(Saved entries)
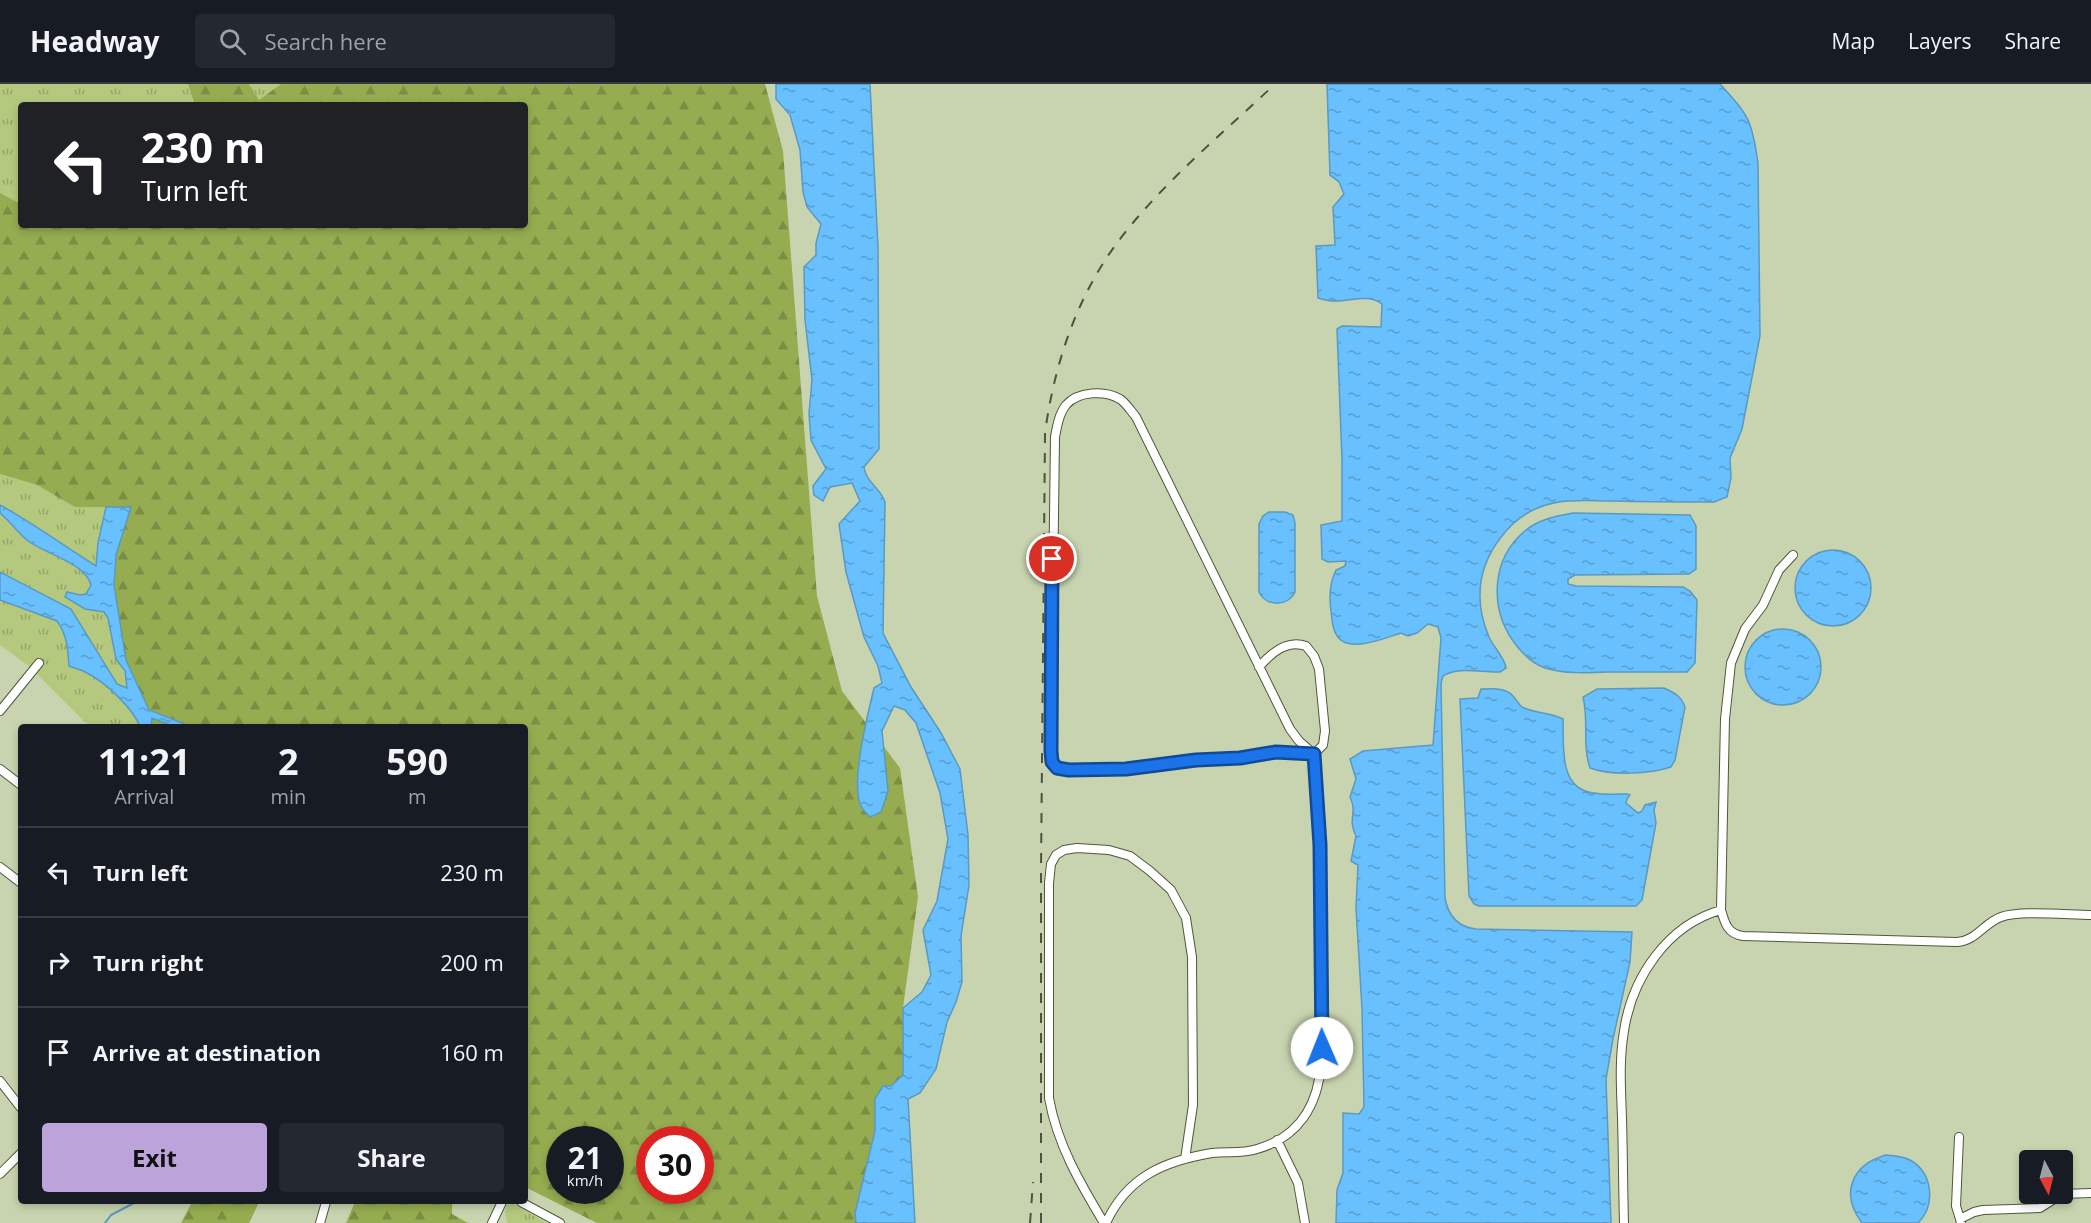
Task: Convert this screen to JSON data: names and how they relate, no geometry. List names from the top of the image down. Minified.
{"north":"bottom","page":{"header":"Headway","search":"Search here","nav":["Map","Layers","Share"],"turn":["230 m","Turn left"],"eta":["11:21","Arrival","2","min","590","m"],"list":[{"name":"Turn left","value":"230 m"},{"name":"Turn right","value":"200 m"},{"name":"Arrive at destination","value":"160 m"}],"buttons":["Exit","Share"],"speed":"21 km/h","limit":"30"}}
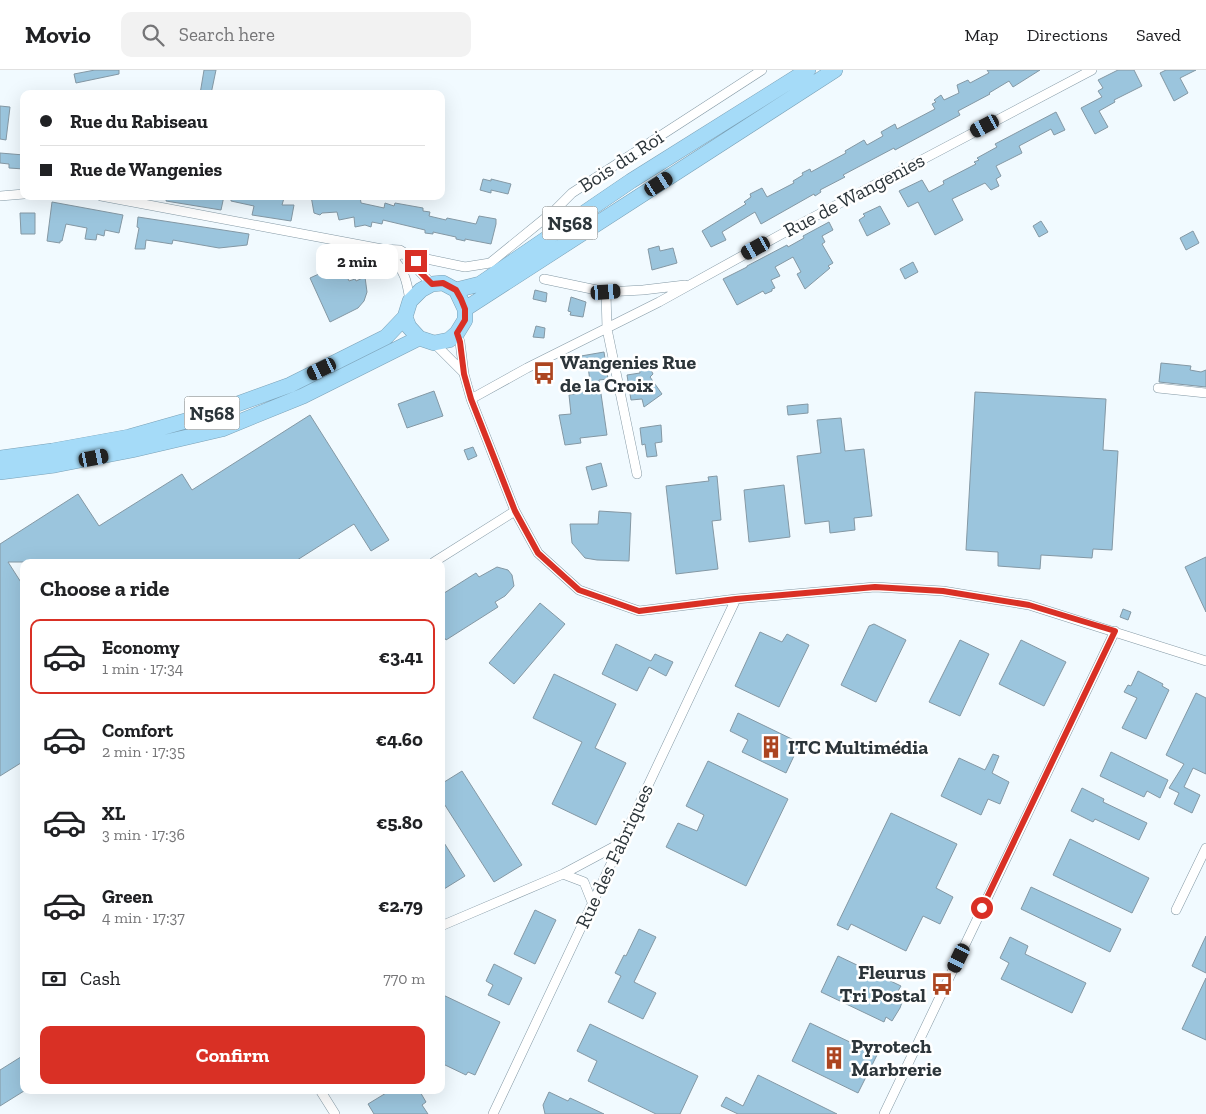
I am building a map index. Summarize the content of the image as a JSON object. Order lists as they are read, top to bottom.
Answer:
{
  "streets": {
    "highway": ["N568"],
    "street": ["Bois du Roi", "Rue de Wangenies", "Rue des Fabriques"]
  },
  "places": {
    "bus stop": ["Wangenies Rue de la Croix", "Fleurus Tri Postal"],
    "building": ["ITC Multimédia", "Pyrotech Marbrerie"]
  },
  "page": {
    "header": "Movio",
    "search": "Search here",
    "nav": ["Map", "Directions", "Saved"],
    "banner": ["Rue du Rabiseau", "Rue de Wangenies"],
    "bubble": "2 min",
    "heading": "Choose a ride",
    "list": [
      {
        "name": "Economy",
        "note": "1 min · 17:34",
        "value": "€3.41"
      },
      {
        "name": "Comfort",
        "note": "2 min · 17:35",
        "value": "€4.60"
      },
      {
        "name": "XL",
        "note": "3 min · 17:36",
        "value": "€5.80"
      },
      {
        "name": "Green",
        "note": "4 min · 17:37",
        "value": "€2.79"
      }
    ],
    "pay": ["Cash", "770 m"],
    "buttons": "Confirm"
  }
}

• Work instruction: Nothing but the lines from the one containing "I am building" through the end of the entries belongs in the answer; repeat them exactly.

• Response:
I am building a map index. Summarize the content of the image as a JSON object. Order lists as they are read, top to bottom.
Answer:
{
  "streets": {
    "highway": ["N568"],
    "street": ["Bois du Roi", "Rue de Wangenies", "Rue des Fabriques"]
  },
  "places": {
    "bus stop": ["Wangenies Rue de la Croix", "Fleurus Tri Postal"],
    "building": ["ITC Multimédia", "Pyrotech Marbrerie"]
  },
  "page": {
    "header": "Movio",
    "search": "Search here",
    "nav": ["Map", "Directions", "Saved"],
    "banner": ["Rue du Rabiseau", "Rue de Wangenies"],
    "bubble": "2 min",
    "heading": "Choose a ride",
    "list": [
      {
        "name": "Economy",
        "note": "1 min · 17:34",
        "value": "€3.41"
      },
      {
        "name": "Comfort",
        "note": "2 min · 17:35",
        "value": "€4.60"
      },
      {
        "name": "XL",
        "note": "3 min · 17:36",
        "value": "€5.80"
      },
      {
        "name": "Green",
        "note": "4 min · 17:37",
        "value": "€2.79"
      }
    ],
    "pay": ["Cash", "770 m"],
    "buttons": "Confirm"
  }
}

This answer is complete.